Narrow the data below down to the lines containing "strokeStyle".

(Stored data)
----
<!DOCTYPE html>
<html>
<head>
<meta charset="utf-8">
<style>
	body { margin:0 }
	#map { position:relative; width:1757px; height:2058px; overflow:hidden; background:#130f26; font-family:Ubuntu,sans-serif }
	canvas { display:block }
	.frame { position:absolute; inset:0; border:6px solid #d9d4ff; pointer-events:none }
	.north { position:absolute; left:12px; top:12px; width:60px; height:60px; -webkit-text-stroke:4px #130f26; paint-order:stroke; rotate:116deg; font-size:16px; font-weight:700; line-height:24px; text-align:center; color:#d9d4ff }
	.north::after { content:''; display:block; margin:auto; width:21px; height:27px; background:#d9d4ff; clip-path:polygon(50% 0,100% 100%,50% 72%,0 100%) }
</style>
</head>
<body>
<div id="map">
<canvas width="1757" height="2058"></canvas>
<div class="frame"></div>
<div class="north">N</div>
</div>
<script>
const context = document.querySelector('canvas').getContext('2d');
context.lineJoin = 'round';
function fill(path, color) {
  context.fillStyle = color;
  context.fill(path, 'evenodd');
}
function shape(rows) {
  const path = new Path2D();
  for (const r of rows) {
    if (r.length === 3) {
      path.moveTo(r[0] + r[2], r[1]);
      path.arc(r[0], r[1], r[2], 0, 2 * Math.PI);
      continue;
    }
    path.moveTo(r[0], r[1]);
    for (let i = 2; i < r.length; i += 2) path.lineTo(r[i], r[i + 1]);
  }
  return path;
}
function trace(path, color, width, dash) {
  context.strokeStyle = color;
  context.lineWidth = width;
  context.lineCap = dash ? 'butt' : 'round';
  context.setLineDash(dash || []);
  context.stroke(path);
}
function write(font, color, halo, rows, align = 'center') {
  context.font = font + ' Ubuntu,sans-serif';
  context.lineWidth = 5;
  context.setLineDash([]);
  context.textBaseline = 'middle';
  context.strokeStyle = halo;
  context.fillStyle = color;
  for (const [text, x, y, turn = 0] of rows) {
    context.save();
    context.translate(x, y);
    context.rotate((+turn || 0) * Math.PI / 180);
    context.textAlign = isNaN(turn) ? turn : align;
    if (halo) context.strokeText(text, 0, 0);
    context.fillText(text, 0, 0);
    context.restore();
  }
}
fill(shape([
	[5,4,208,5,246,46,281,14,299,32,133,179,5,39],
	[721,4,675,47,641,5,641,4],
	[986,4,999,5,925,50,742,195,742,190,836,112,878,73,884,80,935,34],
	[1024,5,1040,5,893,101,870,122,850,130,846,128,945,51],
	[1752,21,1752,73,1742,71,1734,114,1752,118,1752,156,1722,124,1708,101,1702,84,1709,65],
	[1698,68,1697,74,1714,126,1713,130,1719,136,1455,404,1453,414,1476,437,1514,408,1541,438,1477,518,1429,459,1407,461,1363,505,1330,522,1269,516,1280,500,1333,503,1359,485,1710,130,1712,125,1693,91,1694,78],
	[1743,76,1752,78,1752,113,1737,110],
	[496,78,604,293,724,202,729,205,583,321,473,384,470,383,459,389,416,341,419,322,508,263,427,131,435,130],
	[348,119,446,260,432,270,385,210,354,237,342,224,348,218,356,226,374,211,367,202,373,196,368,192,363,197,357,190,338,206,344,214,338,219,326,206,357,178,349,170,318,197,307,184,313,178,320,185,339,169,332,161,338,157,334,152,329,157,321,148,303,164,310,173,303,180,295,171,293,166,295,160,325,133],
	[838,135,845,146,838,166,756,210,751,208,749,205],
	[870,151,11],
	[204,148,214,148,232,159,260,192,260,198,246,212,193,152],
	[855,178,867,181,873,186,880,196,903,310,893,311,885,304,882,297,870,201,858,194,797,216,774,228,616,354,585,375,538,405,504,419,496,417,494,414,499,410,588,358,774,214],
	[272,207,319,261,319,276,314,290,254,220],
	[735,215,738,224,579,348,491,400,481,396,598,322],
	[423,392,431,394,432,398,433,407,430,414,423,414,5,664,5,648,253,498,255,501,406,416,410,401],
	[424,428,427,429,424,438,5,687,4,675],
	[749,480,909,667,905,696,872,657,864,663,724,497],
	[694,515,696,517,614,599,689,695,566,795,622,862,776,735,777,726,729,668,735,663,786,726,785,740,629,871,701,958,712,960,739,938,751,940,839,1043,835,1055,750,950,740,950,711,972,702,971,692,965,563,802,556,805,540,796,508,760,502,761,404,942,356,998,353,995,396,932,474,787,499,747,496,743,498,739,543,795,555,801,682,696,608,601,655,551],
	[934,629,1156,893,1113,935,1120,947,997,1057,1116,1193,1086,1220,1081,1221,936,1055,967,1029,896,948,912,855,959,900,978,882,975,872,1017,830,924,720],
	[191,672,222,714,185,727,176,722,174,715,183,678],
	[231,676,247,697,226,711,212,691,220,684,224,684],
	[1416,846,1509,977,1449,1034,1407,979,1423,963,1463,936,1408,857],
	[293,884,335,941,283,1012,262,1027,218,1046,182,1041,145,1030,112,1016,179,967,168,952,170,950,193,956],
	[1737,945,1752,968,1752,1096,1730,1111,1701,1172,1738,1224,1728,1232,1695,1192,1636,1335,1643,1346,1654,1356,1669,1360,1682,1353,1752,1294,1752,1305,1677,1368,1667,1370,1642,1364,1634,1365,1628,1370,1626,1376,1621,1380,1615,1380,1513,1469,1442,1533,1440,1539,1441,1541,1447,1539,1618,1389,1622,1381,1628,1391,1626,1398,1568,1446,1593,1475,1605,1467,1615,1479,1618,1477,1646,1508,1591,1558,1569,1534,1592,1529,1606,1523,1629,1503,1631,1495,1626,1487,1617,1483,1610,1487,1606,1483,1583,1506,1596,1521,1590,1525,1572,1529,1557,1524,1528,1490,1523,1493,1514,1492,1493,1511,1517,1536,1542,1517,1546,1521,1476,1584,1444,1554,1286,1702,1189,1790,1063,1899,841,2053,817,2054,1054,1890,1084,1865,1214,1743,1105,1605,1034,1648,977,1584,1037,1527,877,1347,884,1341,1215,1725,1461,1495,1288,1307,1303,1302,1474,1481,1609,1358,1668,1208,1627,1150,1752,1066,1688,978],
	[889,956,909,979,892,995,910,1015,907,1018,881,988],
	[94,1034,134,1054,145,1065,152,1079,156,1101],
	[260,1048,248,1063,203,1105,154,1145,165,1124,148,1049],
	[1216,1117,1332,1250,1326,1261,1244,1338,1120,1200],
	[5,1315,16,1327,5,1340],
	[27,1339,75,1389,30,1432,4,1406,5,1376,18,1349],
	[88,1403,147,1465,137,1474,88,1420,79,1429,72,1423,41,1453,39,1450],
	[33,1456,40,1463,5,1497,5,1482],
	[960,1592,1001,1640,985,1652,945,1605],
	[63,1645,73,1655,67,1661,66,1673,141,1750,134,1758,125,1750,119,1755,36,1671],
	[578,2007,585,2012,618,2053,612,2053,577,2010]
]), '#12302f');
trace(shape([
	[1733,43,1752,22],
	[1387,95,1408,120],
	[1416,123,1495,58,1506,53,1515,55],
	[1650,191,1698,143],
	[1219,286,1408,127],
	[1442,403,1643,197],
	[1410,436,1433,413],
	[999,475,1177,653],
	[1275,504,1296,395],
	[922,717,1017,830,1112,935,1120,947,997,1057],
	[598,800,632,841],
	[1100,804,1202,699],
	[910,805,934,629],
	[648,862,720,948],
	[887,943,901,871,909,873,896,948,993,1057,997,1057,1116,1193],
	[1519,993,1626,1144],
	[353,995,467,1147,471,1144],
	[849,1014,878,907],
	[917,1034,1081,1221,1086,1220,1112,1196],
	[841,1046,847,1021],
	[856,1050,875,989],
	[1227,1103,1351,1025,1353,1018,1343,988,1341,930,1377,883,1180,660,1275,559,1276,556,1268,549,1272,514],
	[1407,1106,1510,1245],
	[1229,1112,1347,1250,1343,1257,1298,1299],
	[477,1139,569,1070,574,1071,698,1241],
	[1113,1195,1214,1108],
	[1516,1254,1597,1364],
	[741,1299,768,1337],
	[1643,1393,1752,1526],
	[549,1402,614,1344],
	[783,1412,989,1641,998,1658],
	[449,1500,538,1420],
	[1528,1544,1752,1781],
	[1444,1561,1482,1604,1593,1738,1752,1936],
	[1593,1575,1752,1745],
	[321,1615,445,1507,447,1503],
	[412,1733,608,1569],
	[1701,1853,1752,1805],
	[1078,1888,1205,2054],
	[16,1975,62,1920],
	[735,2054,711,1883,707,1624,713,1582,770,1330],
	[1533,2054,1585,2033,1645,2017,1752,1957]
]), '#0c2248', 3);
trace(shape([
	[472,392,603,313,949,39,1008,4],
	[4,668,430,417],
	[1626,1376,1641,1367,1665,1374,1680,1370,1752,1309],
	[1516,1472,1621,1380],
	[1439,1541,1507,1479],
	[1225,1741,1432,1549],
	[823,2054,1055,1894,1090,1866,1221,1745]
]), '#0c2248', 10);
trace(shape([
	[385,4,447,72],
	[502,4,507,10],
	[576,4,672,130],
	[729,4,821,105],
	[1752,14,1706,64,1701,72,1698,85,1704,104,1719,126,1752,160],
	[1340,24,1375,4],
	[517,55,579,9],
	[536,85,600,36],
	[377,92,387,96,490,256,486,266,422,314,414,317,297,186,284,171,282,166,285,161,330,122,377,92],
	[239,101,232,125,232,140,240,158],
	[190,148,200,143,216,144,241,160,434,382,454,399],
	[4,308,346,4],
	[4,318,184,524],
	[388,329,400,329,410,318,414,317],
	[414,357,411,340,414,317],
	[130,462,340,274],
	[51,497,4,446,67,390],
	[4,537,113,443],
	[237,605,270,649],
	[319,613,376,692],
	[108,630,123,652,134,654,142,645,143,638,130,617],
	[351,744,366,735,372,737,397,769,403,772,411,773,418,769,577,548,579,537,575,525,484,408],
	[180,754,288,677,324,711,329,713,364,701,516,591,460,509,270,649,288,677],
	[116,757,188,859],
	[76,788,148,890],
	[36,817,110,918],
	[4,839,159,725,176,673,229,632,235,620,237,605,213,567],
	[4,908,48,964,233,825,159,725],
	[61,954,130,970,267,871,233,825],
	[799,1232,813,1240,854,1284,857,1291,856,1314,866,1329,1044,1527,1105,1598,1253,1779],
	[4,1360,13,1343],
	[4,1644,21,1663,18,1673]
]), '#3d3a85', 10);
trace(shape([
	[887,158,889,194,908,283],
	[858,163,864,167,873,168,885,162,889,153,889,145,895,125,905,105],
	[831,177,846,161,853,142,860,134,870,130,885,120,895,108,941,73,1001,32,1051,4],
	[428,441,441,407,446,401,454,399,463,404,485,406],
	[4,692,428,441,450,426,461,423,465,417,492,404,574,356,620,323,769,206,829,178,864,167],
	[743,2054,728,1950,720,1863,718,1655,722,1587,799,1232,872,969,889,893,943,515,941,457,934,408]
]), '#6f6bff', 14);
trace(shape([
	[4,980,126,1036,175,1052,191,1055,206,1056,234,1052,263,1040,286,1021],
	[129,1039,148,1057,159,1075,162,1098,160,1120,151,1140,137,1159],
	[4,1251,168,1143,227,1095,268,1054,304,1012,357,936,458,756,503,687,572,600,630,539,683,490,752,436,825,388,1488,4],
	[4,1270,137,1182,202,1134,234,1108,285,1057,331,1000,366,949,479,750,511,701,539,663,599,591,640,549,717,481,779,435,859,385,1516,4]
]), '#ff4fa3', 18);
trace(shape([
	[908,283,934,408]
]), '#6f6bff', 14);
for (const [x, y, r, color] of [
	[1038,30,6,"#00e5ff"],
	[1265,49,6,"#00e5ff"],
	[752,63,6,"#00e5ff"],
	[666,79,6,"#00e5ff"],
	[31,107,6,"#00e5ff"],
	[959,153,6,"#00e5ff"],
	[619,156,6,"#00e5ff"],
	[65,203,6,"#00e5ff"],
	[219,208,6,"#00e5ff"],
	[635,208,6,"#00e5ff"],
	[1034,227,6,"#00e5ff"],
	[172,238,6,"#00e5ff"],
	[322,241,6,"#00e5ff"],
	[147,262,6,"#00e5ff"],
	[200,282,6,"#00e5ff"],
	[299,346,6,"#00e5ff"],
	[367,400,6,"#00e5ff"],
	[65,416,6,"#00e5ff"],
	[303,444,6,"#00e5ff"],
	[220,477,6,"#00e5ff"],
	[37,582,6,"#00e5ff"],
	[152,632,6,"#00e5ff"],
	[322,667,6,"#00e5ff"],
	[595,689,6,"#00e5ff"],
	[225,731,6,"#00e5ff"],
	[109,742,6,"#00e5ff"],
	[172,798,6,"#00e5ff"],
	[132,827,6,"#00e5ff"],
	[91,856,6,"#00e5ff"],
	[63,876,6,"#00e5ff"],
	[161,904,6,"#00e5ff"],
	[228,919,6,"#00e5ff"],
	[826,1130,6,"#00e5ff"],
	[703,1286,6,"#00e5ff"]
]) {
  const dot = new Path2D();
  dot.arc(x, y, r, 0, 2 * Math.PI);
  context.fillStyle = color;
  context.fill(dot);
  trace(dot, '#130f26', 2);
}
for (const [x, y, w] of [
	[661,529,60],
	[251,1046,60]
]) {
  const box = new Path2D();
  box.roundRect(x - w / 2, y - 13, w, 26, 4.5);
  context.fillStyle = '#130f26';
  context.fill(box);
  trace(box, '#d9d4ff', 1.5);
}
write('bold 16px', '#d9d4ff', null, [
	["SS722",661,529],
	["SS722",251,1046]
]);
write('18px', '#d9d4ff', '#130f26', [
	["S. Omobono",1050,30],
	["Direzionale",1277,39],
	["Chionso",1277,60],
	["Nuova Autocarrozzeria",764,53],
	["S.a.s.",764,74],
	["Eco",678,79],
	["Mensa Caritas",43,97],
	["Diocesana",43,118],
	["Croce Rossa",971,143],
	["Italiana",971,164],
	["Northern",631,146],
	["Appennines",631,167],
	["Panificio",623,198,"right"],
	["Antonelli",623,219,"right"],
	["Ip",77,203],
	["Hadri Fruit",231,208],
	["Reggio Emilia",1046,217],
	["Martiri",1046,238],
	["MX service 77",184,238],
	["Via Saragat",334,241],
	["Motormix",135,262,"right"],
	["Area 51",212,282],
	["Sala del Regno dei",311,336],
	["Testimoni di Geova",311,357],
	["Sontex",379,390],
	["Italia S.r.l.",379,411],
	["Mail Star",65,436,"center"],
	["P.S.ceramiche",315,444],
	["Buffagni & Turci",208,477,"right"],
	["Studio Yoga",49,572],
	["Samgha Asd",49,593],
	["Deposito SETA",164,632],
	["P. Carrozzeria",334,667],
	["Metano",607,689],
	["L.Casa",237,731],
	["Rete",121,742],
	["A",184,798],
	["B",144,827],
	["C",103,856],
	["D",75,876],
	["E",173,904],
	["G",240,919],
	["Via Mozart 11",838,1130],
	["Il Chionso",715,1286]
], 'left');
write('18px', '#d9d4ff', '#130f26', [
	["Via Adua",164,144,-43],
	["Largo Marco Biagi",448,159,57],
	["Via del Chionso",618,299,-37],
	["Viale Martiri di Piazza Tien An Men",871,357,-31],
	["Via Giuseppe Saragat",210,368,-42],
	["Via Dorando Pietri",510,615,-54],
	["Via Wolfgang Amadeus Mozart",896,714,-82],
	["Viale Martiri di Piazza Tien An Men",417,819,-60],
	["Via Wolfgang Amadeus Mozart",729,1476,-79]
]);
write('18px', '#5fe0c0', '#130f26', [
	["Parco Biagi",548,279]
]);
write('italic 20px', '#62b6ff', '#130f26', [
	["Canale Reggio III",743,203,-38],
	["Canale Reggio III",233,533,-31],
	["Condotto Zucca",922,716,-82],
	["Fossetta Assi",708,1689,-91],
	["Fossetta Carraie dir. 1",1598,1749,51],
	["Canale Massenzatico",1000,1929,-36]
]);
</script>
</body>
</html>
----
◆ Task result ◆
  context.strokeStyle = color;
  context.strokeStyle = halo;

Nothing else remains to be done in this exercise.